Active site construction to boost electrochemical property for Li–S batteries: a review

Lithium–sulfur (Li–S) batteries, as a research hotspot, are expected to address the need for energy storage systems with high energy density. However, the slow reaction kinetics of polysulfides due to the loss of electrical contact of soluble polysulfides and further shuttle effect hinder the further progression of Li–S batteries. This paper reviews the recent efficient approach to remedy the above issues: active site construction in the electrode materials or separators. The active site construction includes the increasing surface area, inducing molecular and single-atom catalysts, inducing heteroatomic doping, vacancies, or functional group. The high specific surface area can provide more sites for loading sulfur and also the more active sites for adsorption. Many porous materials are designed to provide more transfer paths for ions. Molecular and single-atom catalysts use some catalysts such as Fe–N–C or single metal atoms in various matrixes, representing the high catalytic activity.

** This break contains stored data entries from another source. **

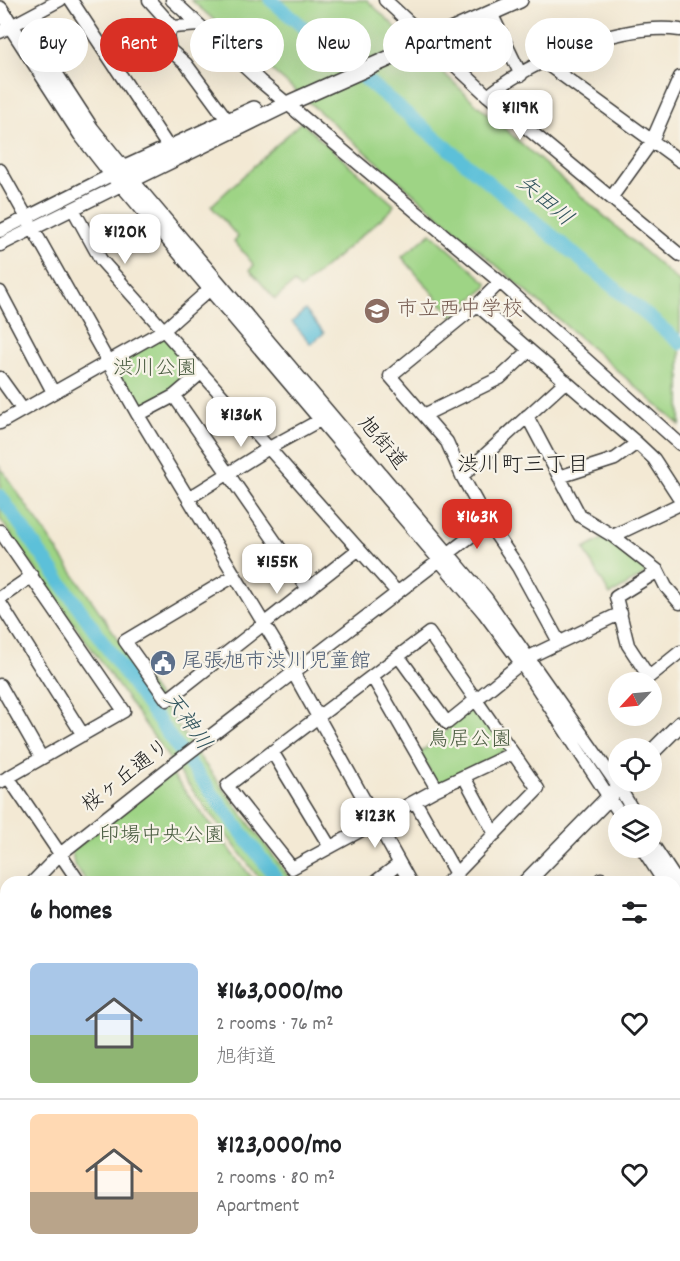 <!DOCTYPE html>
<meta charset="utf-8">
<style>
body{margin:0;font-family:Dekko,"Klee One",sans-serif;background:#f2f2f2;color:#202124;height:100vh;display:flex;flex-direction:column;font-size:22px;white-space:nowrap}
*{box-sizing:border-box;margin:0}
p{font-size:20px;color:#757577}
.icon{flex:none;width:33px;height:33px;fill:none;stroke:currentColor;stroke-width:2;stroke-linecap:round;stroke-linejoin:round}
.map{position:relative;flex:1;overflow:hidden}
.side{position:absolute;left:0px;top:876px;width:681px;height:386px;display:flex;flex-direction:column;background:#fff;border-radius:18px 18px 0 0;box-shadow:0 6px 24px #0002}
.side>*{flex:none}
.banner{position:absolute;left:18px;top:18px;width:645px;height:54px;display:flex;gap:12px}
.needle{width:39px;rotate:244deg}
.fabs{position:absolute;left:608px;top:672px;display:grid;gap:12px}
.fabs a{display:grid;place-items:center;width:54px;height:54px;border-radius:50%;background:#fff;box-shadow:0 6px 24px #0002;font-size:30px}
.price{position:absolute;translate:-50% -51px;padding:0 14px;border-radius:12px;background:#fff;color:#222;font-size:20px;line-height:39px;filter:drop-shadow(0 2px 3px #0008)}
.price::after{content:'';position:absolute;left:50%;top:36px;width:18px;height:14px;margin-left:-9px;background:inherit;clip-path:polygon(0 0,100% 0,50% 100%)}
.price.active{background:#d93025;color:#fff}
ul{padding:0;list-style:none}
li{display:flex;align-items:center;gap:18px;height:150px;padding:0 30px}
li+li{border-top:2px solid #e0e0e0}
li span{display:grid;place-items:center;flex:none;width:168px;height:120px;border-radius:9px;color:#555}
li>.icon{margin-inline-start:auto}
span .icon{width:72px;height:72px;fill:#fffc;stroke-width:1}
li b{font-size:26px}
h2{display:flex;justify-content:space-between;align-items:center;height:72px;padding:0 30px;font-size:26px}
.chip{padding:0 21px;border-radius:27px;background:#fff;box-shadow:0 6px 24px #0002;font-size:21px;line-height:54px}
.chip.active{background:#d93025;color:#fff}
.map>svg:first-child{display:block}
.green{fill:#9ed485;stroke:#5d7850;stroke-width:1.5}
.water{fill:#5bc0d9;stroke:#3c6e7a;stroke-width:1.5}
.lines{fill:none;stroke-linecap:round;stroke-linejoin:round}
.river{stroke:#5bc0d9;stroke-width:14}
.minor-casing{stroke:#3c3b38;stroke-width:15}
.major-casing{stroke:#3c3b38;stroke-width:18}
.minor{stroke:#fff;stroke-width:12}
.major{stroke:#fff;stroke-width:15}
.labels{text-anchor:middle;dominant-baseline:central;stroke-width:4.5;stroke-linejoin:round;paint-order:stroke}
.education-label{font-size:21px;fill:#785e54;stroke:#f7f3e8;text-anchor:start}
.park-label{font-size:21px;fill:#4a5c41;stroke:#f7f3e8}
.street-label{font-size:21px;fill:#1c1c1c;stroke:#f7f3e8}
.service-label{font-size:21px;fill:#4e5e75;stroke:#f7f3e8;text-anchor:start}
.water-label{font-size:22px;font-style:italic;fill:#32555e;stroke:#f7f3e8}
.neighbourhood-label{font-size:22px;fill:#1c1c1c;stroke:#f7f3e8}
</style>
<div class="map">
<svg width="680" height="1261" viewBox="0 0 680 1261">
<rect width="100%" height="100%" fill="#f7f3e8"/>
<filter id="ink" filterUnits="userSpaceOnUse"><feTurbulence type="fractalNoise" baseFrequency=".0167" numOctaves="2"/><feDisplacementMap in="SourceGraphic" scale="12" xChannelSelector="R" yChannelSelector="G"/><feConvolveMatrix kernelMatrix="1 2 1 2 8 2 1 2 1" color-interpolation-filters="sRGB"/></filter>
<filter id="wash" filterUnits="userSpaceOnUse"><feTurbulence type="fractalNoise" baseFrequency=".008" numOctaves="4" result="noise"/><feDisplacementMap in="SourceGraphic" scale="24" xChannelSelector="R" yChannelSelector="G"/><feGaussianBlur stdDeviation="1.35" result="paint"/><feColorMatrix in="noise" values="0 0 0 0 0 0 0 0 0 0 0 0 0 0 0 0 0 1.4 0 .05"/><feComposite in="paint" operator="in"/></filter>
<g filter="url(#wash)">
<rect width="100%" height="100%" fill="#f3e9d4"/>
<path class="green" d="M191 0H367L473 101 680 283V425Z
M301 122 394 205 391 210 300 289 294 283 275 299 250 270 254 265 234 241 238 237 211 206Z
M431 233 487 283V287L452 316 402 257Z
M163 334 196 373 172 393 139 410 112 364Z
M0 467 198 755 293 882H262L178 771 0 519Z
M606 537 649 572 610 595 584 549Z
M478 703 507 750 437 785 420 753Z
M171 773 255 882H87L74 864 72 851Z
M548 1256H584L588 1261H552Z"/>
<path class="water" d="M305 310 324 333 311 344 292 322Z"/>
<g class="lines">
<path class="river" d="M271 0 680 343
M0 496 180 751 279 882
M562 1256 565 1261"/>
</g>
</g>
<g filter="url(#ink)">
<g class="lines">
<g class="minor-casing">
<path id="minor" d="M71 0 169 148
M149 0 173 27 199 25
M172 0 260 81 500 282 680 444
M385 0 488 96 680 255
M491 13 521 75
M173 27 167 35 170 50 186 64 228 121
M0 32 60 0
M544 62 680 161
M488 96C532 59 623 22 680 30
M0 170 138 415 293 672 410 882
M611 198 652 141 680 77
M73 209 101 260 396 591
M0 231 123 169 486 598 619 787 635 814
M0 245 121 185 484 613 521 663 620 814
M500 282 477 305 390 376 447 442 462 476 488 523 518 567 559 642
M0 292 53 392
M477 305 637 443 654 459 680 499
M0 378 23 410
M174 396 308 589
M138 415 174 396 201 373
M424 415 500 378 529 351
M527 416 580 516 613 536 658 571 666 587 680 603
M0 423 164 330 211 288
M462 476 566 381
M559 477 615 459 637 443
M189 498 269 448 322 419
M0 531 124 711 0 782
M613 536 680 504
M658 571 616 597 628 645 649 677 680 652
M234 576 125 641 167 700 359 549
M0 598 32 576
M0 603 83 735
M399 657 447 723 521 663
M529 657 621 613
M373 678 437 789
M0 685 41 757
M273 753 330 847
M8 777 79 882
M464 777 495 834
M415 801 456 874
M651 842 680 886
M642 848 664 882
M33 882 59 855 169 768 488 523
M375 882 399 864
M448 882 538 789 429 633 227 786 292 868 437 789 513 753
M598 882 601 879 602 882
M675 898 680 906
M0 916 6 909
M0 977 6 972
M675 993 680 1000
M0 1012 6 1021
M675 1013 680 1010
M0 1100 6 1106
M675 1136 680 1133
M214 1256 222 1261
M313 1256 316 1261
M365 1256 369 1261
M9 1261 10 1256
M252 1261 254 1256
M408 1261 416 1256
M487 1261 495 1256"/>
</g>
<g class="major-casing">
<path id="major" d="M0 9 81 134 121 185 289 103 520 0
M31 37 91 129 123 169 254 109
M651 753 680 724
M526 882 624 782
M0 1183 6 1189
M75 1256 81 1261
M154 1261 159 1256"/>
</g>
<use href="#minor" class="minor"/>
<use href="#major" class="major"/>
</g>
</g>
<defs>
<g id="school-disc" transform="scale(1.35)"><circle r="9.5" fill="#8d6e63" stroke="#f7f3e8"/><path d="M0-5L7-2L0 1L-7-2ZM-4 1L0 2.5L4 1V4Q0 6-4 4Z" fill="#fff"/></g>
<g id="civic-disc" transform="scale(1.35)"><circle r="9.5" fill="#5c6f8a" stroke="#f7f3e8"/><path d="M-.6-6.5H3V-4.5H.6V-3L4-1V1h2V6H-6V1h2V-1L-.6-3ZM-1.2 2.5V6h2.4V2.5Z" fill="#fff"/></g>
</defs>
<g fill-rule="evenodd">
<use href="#school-disc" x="377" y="311"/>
<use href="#civic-disc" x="163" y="663"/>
</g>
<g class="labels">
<g class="education-label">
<text x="397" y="311">市立西中学校</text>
</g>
<g class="park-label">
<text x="155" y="370">渋川公園</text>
<text x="470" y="741">鳥居公園</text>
<text x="162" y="837">印場中央公園</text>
</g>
<g class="street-label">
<text transform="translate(381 444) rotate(50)">旭街道</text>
<text transform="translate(127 777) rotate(-38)">桜ヶ丘通り</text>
</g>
<g class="service-label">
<text x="182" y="663">尾張旭市渋川児童館</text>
</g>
<g class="water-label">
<text transform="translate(544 202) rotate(40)">矢田川</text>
<text transform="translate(186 722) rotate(54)">天神川</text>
</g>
<g class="neighbourhood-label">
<text x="523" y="466">渋川町三丁目</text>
</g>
</g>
</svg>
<div class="fabs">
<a><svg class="needle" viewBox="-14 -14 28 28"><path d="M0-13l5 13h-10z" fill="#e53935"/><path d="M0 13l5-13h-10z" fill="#757577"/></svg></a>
<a><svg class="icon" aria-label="locate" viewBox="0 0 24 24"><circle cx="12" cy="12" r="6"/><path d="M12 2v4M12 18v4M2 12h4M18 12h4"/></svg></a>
<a><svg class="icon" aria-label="layers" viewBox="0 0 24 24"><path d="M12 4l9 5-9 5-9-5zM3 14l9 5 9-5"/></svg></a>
</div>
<b class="price" style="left:520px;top:141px">¥119K</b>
<b class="price" style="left:125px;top:265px">¥120K</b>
<b class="price" style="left:241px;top:448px">¥136K</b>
<b class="price active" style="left:477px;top:550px">¥163K</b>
<b class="price" style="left:277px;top:595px">¥155K</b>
<b class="price" style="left:375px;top:849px">¥123K</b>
<div class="banner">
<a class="chip">Buy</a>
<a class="chip active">Rent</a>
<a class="chip">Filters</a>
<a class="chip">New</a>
<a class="chip">Apartment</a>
<a class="chip">House</a>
</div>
<section class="side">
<h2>6 homes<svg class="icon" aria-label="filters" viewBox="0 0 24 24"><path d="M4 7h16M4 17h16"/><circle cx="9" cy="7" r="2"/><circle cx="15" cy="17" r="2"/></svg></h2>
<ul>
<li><span style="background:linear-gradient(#a9c7e8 60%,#8fb573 0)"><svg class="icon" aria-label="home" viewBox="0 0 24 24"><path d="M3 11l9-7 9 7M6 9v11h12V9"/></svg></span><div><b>¥163,000/mo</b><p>2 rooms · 76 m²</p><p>旭街道</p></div><svg class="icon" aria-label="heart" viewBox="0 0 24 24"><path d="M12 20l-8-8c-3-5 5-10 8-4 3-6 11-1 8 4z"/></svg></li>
<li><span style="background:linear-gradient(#ffd9b3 65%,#b9a48a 0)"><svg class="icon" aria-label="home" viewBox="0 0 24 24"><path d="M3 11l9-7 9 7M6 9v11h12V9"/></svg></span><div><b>¥123,000/mo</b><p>2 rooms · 80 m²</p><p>Apartment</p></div><svg class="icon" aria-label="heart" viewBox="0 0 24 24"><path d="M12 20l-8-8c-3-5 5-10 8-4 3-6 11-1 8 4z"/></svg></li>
</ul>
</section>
</div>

Defects can improve the electronic conductivity to quicken lithium ions diffusion in electrode materials, but also render more active sites to enhance catalytic activity and adsorption of electrode materials, accelerating the conversion of long-chain polysulfides to the next short-chain polysulfides and final products Li2S2/Li2S. The common active site construction and characterization methods of diversiform materials, for example, carbon materials, metal oxides, metal sulfides, and some other metal-free materials, are reviewed in this paper.